As I prepare to close the book on another year of WaterShapes, I can’t resist a bit of basking in the glow – a warm light radiated by an industry to which I’ve now dedicated more than 30 years of my life.
When I started back in 1986, that light was considerably dimmer. On the supplier end of things, there were too many companies willing to push unproved products out into the marketplace – stuff that came and went in the span of a season. To be sure, there were also dignified players who did things the right way, but those who chose to do their research-and-development work only after launching their systems into the marketplace set a tone that, at times, made me wonder what I was getting myself into.
On the creative side, there were relatively few professionals back in 1986 who truly deserved to be called designers. So much of the work was being pulled from template books and company archives that originality and innovation were as rare as were sensitivity to a site and its context. And with few exceptions, the true designers did all they could to avoid any association with other watershapers for fear of being painted with the same misbegotten brush.
Construction was a different animal in those days, too. The general ambition was to build faster and cheaper, so much so that I recall stories (mostly from Arizona and Florida) about pursuit of records for installation speed from the first shovel in the ground to insertion of the last drop of fill water.
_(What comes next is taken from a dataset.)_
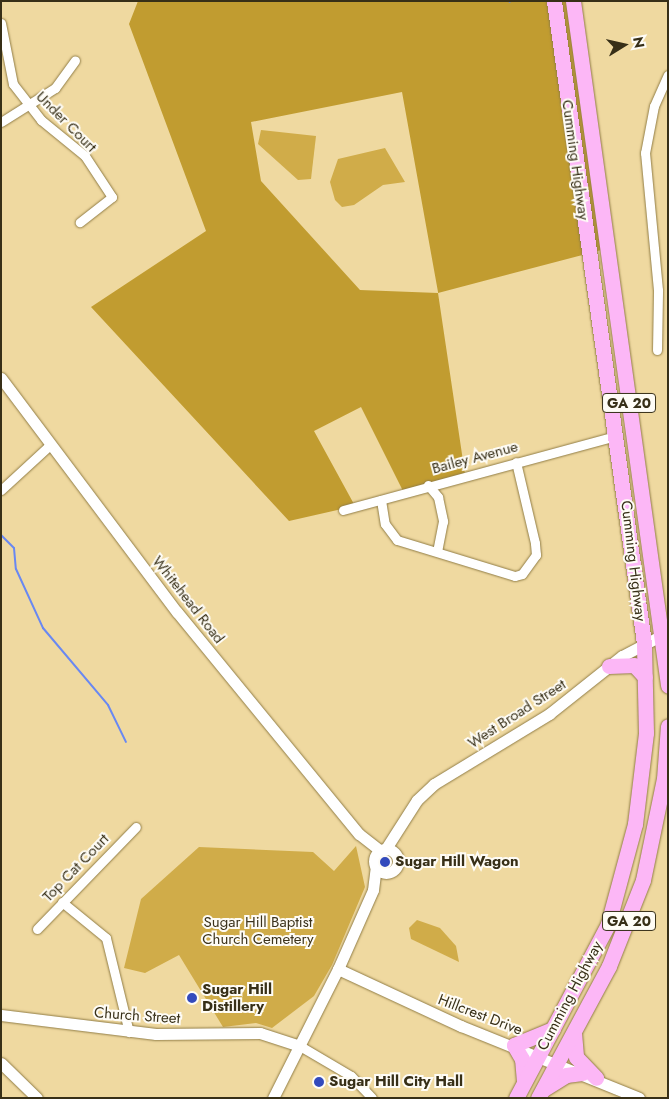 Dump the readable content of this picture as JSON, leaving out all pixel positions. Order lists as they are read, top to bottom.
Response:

There were many quality builders in 1986, but they seemed locked in an absurd competition with contractors who low-balled bids, won good commissions and then under-delivered for disappointed clients.
Watershaping survived those darkish days, and so did I.
As I look back on 2017, I see that the nature of the game has changed to a depth and degree I never would have imagined 20-odd years ago. Suppliers, for instance, are delivering broad, deep ranges of outstanding products and systems, and some of them represent such a break with 1986 approaches that making comparisons seems a bit ridiculous. From lighting to control technologies and energy conservation to hydraulic efficiency, so many companies are on the same page now that it startles me – and makes me proud.
For their parts, designers have jumped so far outside the box I perceived in 1986 that comparisons are downright silly. Back then, architects and commercially oriented designers working on resort hotels had a near-monopoly on creativity and innovation. Now I see projects, particularly in the high-end residential market, that simply take my breath away. To be sure, there are many professionals who are borrowing liberally from their colleagues, but that’s always been the case – and the difference now is that the model projects are great and those who use them as guides are, of necessity, getting better and better at what they do.
Builders are set up in the same sort of positive feedback loop. I recall even 15 years ago listening to designers complain that they couldn’t find craftspeople who could consistently do right by their designs. I still hear those stories from time to time, but in general terms, the skilled workers in the watershaping marketplace seem to be up to just about anything these days. Partly it’s because modern plans offer them little wiggle room, but it’s my greater sense that so many of today’s designs have risen to a new, higher level that the trades have had no choice but to keep up and deliver.
When the partners in Genesis 3 started their crusade back in 1998 and WaterShapes magazine came on the scene a few months later in 1999, I saw our shared goals as having the potential to change watershaping for the better. I think that has indeed happened, but without many hundreds of designers, engineers and builders being willing and ambitious enough to step up to that elevated plane – and clients willing to demand more and better and beautiful – we’d be lonely indeed.
So while I enjoy the warm glow mentioned above, I’ll speak for my friends at Genesis and all of us involved with WaterShapes.com and raise the point that we’re radiating a reciprocal wave of gratitude. It’s a good time to be a watershaper, and a great, rewarding time to support and encourage their professional advancement.
The best is yet to come: See you in 2018!